Monday’s crowd, while numbering in the hundreds of thousands, was smaller than at Obama’s first inauguration in 2009, when nearly two million people came to see the swearing-in of the nation’s first black president.

Obama was officially sworn in Sunday in a private ceremony at the White House, to meet the dictates of the U.S. Constitution that the country’s president be sworn in on January 20. But with the date falling on a Sunday this year, the major public inaugural activities are on Monday, including Obama’s inaugural address from a podium on the West Front of the Capitol overlooking the teeming masses on the Mall.

Obama took the oath Monday using two historic Bibles – one owned by 19th-century president Abraham Lincoln, and the other by civil rights leader Martin Luther King Jr., who was assassinated in 1968.

 Monday’s inauguration coincides with the federal holiday marking King’s birthday.

Inaugural festivities

After the ceremony Monday, Obama and his wife, Michelle, dined inside the Capitol with congressional leaders. They plan to ride in the inaugural parade, returning to the White House in a motorcade.
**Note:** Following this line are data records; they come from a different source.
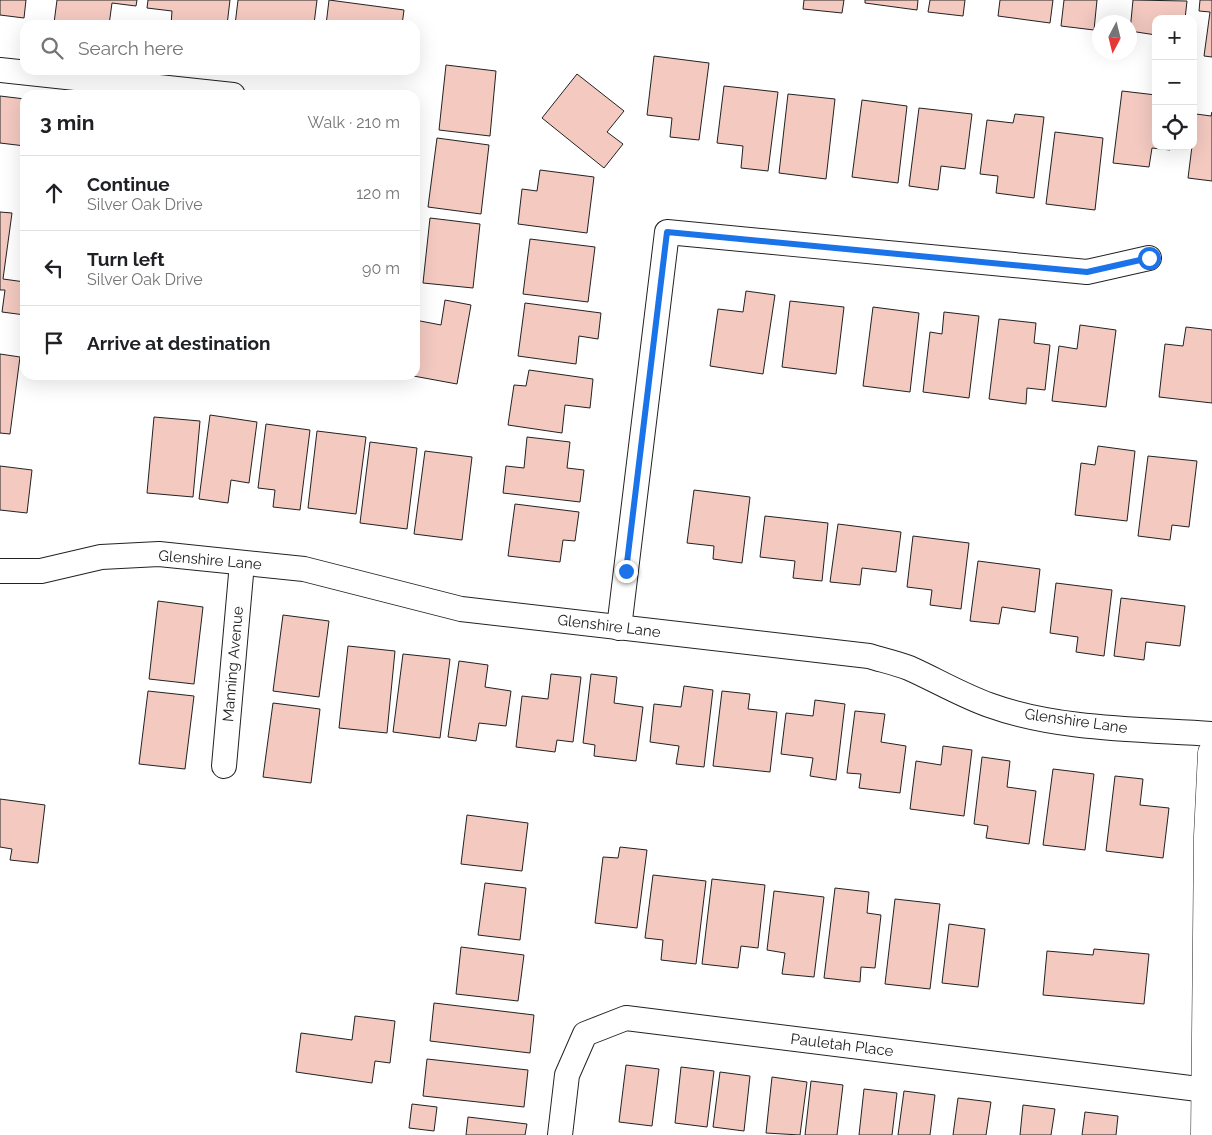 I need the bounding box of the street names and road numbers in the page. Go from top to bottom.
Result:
street label: Glenshire Lane [158,547,263,574]
street label: Manning Avenue [219,605,247,723]
street label: Glenshire Lane [556,611,662,641]
street label: Glenshire Lane [1023,705,1129,737]
street label: Pauletah Place [790,1030,895,1060] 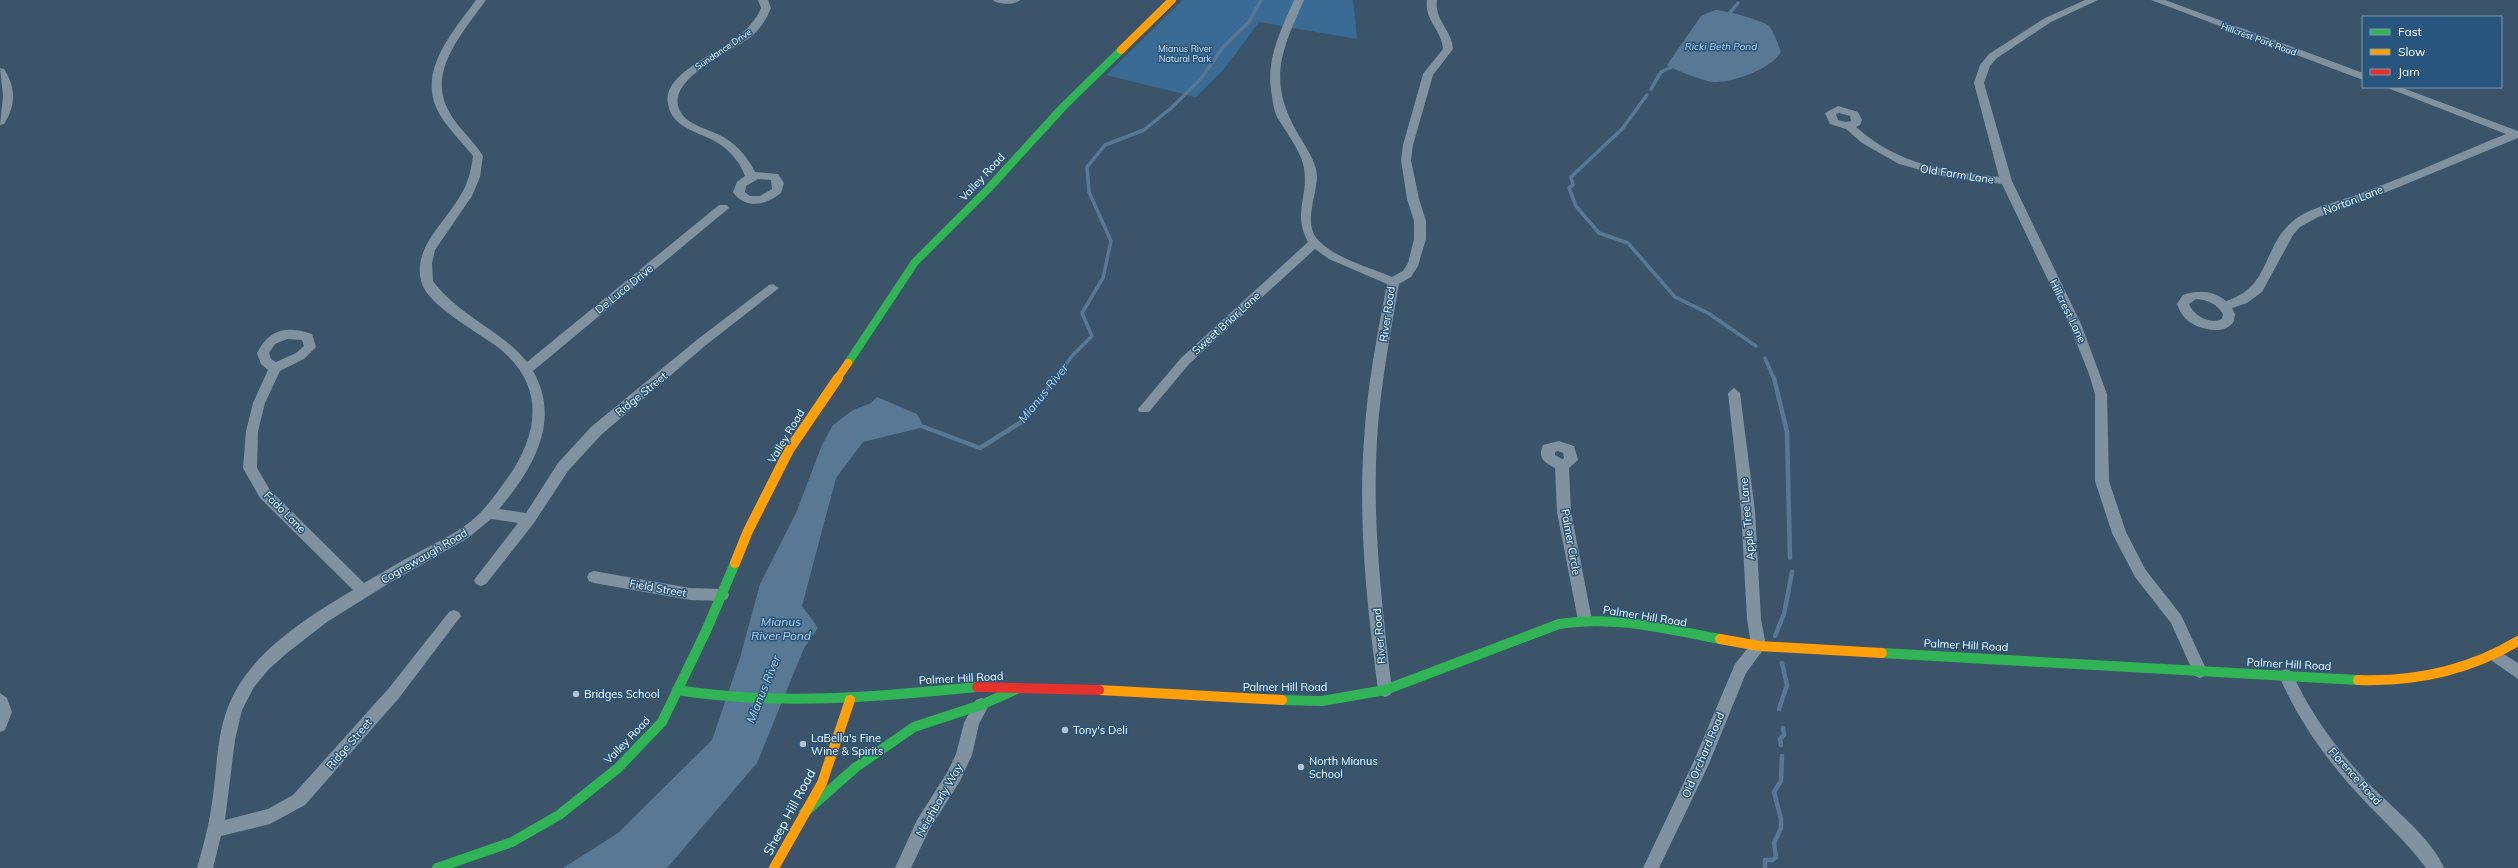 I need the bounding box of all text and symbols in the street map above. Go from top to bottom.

They likely will get out of the car and walk part of the way, as they did four years ago.

Later, the Obamas will attend two official Inaugural balls, in contrast to the 10 balls that were held in 2009.

Vice President Joe Biden, who retook his own oath again Monday, joined the president Sunday for a traditional wreath-laying ceremony at the Tomb of the Unknowns at Arlington National Cemetery and attended church with him on Monday.

Both leaders also took part in a National Day of Service on Saturday as part of several days of events related to the inauguration.